Submission XML validation
- Only a single <SUBMISSION> is allowed in submission.xml.
- The @source and @schema are mandatory for <ADD>, <MODIFY> and <VALIDATE> action
- The @HoldUntilDate in <HOLD> should be of the data format yyyy-mm-dd.
Study XML validation
- The @existing_study_type is mandatory for <STUDY_TYPE>.
- <STUDY_TITLE> is mandatory.
- If the @existing_study_type="Other" please provide @new_study_type with in <STUDY_TYPE>.
- <STUDY_ABSTRACT> must be provided.
Sample XML validation
- An assigned INSDC Taxonomic identifier can't be unassigned.
- The <TAXON_ID> must be provided with a valid associated <SCIENTIFIC_NAME> and <COMMON_NAME>
- If the Sample Object being submitted is connected to a Study Object, then this Sample object will have the status of this Study object(eg: the sample will become private if the associated study is private)
Experiment XML validation
- The @NOMINAL_LENGTH is mandatory for <PAIRED>expriments.
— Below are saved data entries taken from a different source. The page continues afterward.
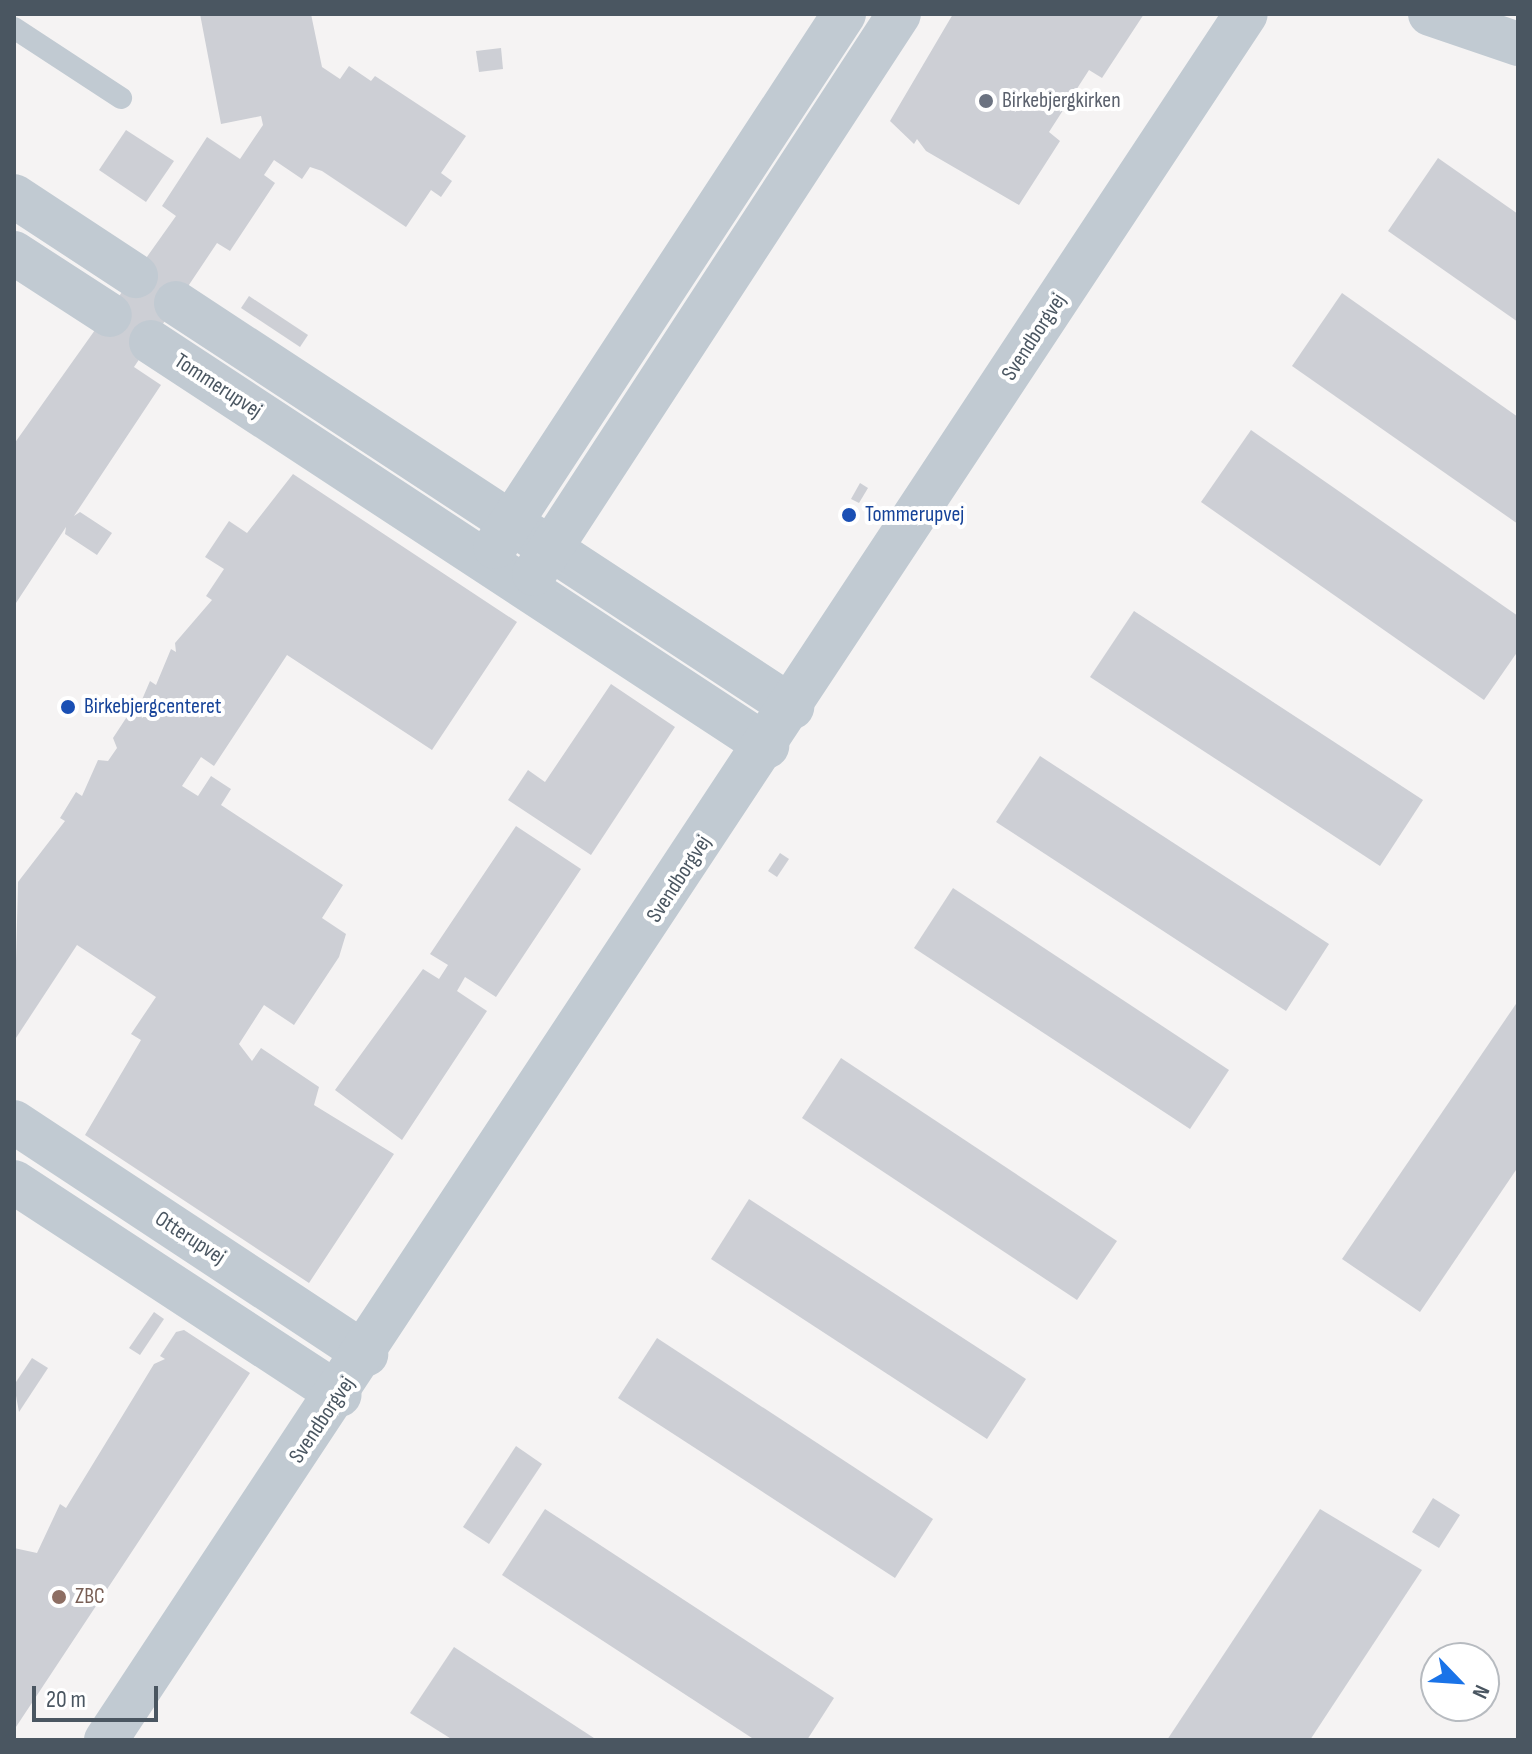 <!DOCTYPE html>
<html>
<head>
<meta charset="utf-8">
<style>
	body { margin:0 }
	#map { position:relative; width:1532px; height:1754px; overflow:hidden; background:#f5f3f3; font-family:"Sofia Sans Condensed",sans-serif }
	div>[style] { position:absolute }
	.building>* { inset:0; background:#cdcfd5 }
	.service>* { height:22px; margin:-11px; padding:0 11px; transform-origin:11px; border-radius:11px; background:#c1cad2 }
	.minor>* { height:44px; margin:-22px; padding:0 22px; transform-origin:22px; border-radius:22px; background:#c1cad2 }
	.dots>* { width:22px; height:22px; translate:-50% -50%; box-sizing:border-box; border:4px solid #fff; border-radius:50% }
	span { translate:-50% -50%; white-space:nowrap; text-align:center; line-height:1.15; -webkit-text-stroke:8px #fff; paint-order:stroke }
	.worship-label { font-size:22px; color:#5b616d }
	.left { translate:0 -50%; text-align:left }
	.street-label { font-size:22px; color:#4a5661 }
	.transit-label { font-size:22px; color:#164399 }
	.education-label { font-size:22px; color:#785e54 }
	.frame { position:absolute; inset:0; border:16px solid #4a5661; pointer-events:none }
	.north { position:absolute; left:1420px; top:1642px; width:80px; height:80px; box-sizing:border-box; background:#fff; border:2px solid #b7bbc0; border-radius:50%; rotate:115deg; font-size:22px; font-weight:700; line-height:32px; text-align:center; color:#4a5661 }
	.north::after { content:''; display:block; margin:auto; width:28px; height:36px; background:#1a73e8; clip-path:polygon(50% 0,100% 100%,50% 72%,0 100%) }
	.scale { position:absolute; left:32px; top:1686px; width:126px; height:36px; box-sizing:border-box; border:4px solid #4a5661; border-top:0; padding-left:10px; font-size:24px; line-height:28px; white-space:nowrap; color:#4a5661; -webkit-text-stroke:6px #fff; paint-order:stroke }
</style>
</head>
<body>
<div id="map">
	<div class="building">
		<i style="clip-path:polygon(200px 14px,311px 14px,322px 67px,340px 79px,349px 66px,371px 81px,375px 76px,466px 136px,441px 173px,452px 181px,441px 197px,431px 190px,406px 227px,322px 171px,310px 167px,302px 179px,274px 160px,264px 175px,275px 183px,230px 251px,217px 243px,134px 367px,161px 385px,74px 516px,80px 512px,112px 533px,97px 555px,65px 534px,66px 527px,14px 606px,14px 444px,176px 216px,162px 206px,207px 137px,240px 159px,263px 125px,261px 116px,221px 124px)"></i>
		<i style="clip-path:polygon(953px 14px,1144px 14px,1102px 78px,1089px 70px,1049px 132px,1060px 141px,1019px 205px,926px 151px,917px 139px,914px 144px,890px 121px)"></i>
		<i style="clip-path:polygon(501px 48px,503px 69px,479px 72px,476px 51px)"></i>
		<i style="clip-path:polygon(126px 130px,174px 161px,146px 202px,99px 170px)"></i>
		<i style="clip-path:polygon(1438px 158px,1518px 214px,1518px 322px,1388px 231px)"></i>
		<i style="clip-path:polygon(1342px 293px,1518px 417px,1518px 524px,1292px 366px)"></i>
		<i style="clip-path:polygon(249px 296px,308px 335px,300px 347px,241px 308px)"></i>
		<i style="clip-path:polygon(1251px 430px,1518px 616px,1518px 651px,1484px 700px,1201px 502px)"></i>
		<i style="clip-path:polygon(293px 474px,517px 622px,432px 750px,287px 655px,214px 766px,201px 757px,182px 786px,198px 796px,211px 776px,231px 789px,221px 805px,343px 885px,322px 918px,346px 934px,339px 957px,294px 1025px,264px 1005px,239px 1044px,252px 1061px,261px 1048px,319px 1087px,314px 1105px,394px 1154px,309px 1283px,85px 1135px,141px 1040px,131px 1034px,156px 997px,77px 945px,14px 1041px,18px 882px,65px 821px,60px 818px,76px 792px,82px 796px,98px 760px,108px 761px,117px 748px,113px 738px,130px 712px,135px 716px,150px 681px,156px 685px,171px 649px,176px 652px,175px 643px,212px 600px,206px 596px,224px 569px,205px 557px,229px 521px,247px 533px)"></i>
		<i style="clip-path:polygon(860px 483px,868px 488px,859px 503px,851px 499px)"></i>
		<i style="clip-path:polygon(1134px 611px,1423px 800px,1380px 866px,1090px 677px)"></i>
		<i style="clip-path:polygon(611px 684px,675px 727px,591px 855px,508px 800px,528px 770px,545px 782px)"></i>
		<i style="clip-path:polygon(1040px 756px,1329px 944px,1286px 1011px,996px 822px)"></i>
		<i style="clip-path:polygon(516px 826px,581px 869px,496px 997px,465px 977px,457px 991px,487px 1011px,402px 1140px,335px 1090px,423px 969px,439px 979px,448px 965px,430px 954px)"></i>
		<i style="clip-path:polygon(780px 853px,789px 859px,777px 877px,768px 871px)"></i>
		<i style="clip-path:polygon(953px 888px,1229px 1070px,1190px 1129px,914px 948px)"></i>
		<i style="clip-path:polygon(1518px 1001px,1518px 1167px,1420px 1312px,1342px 1259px)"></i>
		<i style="clip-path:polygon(841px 1058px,1117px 1241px,1077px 1300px,802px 1118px)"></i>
		<i style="clip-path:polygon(749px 1199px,1026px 1379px,987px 1439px,711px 1259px)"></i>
		<i style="clip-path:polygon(154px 1312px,164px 1319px,140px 1355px,129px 1348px)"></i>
		<i style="clip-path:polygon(184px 1330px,250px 1373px,14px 1730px,14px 1548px,37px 1553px,60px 1504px,66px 1508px,154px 1364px,165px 1359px,160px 1356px,176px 1332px)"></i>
		<i style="clip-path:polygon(657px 1338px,933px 1519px,895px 1578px,618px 1398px)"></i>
		<i style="clip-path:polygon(32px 1358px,48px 1368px,19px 1412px,14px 1385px)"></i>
		<i style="clip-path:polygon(516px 1446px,542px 1464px,489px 1544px,463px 1527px)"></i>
		<i style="clip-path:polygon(1433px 1498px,1460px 1515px,1439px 1548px,1412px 1532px)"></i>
		<i style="clip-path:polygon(545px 1509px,834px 1698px,807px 1740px,755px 1740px,502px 1575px)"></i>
		<i style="clip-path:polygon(1320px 1509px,1422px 1570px,1310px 1740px,1167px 1740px)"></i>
		<i style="clip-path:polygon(454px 1647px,597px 1740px,453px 1740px,410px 1713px)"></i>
	</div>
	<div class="service">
		<i style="left:14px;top:28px;width:128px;rotate:33.2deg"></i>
	</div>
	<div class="minor">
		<i style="left:1430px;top:14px;width:93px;rotate:18.8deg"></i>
		<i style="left:14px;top:196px;width:146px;rotate:33.3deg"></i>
		<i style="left:14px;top:253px;width:114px;rotate:32.9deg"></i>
		<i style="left:176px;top:303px;width:737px;rotate:33.26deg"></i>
		<i style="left:151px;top:342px;width:737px;rotate:33.26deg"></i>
		<i style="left:495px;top:547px;width:637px;rotate:-56.78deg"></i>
		<i style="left:534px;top:574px;width:668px;rotate:-56.9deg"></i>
		<i style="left:14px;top:1122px;width:422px;rotate:33.4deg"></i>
		<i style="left:14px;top:1182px;width:389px;rotate:33.2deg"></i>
		<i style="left:106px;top:1740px;width:2068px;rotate:-56.56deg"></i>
	</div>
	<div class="dots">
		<i style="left:986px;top:101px;background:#6b7280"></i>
		<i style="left:849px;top:515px;background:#1a4fb4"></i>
		<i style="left:68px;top:707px;background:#1a4fb4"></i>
		<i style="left:59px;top:1597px;background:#8d6e63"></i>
	</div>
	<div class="worship-label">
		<span class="left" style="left:1002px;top:101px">Birkebjergkirken</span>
	</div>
	<div class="street-label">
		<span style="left:1034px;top:337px;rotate:-57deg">Svendborgvej</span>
		<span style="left:218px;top:386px;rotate:33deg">Tommerupvej</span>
		<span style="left:679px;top:879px;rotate:-57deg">Svendborgvej</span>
		<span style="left:190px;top:1238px;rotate:33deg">Otterupvej</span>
		<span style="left:322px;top:1420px;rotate:-56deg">Svendborgvej</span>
	</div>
	<div class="transit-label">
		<span class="left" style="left:865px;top:515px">Tommerupvej</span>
		<span class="left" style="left:84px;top:707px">Birkebjergcenteret</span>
	</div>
	<div class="education-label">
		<span class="left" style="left:75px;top:1597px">ZBC</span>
	</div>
	<div class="frame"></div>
	<div class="north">N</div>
	<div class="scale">20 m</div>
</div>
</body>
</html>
- If the Experiment Object being submitted refers to a public Study object, then the Experiment object will have the same status as the Study object
- If <SPOT_DESCRIPTOR/READ_SPEC> with RELATIVE_ORDER is given then @follows_read_index and @precedes_read_index must be provided.
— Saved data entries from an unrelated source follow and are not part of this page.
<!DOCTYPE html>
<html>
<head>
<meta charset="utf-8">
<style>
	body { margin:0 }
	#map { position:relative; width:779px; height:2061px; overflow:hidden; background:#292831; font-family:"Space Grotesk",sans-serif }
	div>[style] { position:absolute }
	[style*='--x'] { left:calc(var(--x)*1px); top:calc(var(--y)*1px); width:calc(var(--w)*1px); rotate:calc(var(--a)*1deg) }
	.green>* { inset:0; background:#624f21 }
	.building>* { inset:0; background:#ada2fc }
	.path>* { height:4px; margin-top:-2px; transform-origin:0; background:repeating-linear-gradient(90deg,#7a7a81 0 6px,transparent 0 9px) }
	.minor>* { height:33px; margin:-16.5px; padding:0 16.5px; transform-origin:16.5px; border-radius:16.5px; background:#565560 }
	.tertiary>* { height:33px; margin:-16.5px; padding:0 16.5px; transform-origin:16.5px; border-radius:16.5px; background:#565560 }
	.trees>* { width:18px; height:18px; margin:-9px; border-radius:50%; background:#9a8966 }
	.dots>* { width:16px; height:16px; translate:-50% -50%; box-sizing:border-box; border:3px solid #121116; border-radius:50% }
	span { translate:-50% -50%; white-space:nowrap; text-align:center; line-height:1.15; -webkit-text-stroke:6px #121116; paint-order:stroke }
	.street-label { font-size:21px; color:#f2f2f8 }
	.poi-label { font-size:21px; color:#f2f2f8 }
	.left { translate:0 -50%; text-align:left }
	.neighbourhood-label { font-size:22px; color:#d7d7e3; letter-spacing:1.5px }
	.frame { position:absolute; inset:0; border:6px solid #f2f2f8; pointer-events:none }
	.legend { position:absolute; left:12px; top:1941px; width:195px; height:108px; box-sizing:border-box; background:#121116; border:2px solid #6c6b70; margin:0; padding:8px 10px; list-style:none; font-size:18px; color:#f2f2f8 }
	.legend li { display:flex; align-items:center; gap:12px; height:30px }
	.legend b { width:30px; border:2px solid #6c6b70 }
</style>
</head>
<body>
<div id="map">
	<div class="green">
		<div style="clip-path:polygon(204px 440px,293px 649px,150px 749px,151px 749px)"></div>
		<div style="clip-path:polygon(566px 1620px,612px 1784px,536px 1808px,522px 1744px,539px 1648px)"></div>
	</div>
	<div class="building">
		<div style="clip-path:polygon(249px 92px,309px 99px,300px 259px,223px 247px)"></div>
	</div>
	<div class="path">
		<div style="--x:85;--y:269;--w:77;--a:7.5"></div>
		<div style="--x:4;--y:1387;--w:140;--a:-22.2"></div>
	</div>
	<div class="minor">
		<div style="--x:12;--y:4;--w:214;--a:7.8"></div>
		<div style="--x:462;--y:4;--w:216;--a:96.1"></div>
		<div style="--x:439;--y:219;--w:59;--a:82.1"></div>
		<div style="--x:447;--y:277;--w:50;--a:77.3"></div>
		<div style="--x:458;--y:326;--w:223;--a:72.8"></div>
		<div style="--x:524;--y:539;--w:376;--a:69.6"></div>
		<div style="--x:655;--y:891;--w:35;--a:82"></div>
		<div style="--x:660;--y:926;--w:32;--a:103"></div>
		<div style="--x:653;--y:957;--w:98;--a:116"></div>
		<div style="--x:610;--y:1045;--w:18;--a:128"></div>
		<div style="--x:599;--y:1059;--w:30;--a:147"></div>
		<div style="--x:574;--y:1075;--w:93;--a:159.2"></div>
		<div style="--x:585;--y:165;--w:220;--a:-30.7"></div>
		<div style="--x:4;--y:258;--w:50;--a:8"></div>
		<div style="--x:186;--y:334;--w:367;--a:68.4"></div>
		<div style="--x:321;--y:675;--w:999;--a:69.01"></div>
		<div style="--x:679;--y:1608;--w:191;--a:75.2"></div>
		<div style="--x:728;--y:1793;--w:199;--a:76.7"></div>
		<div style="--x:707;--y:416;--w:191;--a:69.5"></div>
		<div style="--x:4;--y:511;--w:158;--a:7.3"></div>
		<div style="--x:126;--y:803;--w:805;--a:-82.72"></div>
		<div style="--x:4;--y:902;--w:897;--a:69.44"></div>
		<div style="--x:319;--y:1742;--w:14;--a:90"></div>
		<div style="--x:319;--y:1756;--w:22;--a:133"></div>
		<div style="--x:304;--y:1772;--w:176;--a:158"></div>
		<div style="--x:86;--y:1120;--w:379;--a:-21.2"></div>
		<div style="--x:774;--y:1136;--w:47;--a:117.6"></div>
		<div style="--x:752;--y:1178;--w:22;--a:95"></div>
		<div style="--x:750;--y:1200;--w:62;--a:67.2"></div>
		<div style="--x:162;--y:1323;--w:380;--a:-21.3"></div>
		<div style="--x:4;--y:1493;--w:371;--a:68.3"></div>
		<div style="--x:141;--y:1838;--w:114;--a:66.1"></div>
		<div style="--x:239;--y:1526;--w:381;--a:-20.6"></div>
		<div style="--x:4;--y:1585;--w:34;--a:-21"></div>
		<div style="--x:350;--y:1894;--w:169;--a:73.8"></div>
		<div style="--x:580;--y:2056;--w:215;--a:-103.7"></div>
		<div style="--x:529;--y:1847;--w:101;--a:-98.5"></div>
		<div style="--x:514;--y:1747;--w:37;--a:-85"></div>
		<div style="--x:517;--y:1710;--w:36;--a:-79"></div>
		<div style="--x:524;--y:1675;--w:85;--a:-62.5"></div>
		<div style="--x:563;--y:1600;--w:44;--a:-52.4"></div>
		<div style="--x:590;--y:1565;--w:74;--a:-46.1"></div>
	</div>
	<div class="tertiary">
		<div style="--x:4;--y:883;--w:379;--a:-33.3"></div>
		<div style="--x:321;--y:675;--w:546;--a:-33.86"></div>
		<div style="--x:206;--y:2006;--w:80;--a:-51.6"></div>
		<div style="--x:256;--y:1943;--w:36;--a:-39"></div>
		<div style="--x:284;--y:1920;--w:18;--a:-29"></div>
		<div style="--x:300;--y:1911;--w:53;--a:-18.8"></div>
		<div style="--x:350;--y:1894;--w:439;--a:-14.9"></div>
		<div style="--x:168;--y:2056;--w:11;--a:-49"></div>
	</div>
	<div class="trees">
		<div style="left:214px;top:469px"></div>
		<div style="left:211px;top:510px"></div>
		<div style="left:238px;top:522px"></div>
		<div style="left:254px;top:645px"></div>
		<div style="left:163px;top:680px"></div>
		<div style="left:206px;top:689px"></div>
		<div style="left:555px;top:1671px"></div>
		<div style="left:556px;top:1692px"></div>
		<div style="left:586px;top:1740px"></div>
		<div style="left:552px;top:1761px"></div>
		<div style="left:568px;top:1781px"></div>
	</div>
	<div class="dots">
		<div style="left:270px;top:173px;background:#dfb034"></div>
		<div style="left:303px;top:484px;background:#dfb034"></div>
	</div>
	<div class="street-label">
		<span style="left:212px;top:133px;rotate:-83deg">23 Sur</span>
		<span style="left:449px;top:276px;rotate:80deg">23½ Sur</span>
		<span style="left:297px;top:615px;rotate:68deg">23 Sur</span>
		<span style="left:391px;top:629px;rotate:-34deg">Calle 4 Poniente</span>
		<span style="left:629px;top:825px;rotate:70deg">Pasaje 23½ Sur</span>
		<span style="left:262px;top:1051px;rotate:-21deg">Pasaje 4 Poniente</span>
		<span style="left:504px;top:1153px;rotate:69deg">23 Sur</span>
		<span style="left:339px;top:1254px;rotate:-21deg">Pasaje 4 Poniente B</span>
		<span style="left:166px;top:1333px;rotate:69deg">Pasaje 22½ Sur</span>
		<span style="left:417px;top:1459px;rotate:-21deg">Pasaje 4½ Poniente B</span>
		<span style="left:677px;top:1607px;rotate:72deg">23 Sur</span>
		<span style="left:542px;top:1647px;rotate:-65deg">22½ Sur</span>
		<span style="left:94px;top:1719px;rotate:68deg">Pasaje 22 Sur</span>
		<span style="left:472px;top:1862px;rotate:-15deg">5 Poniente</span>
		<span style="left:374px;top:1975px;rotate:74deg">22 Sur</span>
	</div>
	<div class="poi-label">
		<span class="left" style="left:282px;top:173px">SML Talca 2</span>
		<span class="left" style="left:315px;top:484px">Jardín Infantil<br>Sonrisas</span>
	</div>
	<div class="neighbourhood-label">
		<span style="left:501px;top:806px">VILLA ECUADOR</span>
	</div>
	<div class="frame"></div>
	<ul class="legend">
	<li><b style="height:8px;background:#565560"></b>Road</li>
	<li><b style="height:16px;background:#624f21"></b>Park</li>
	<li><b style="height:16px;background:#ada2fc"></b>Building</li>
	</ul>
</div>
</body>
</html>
- <SPOT_LENGTH> must exist for ILLUMINA and for ABI_SOLID platforms.
Run XML validation
- The @run_center must be one of the pre-registered center names.
- The data file denoted by @filename in run.xml must be unique with in a submission.
- The <SPOT_DESCRIPTOR>, <PLATFORM> and <PROCESSING> are not supported
- In <FILE> the @checksum_method , @checksum, @filename and @filetype are mandatory
- The <READ_LABEL> must exist in the referenced experiment.
- If the Run Object being submitted will get the same status of the associated Study object.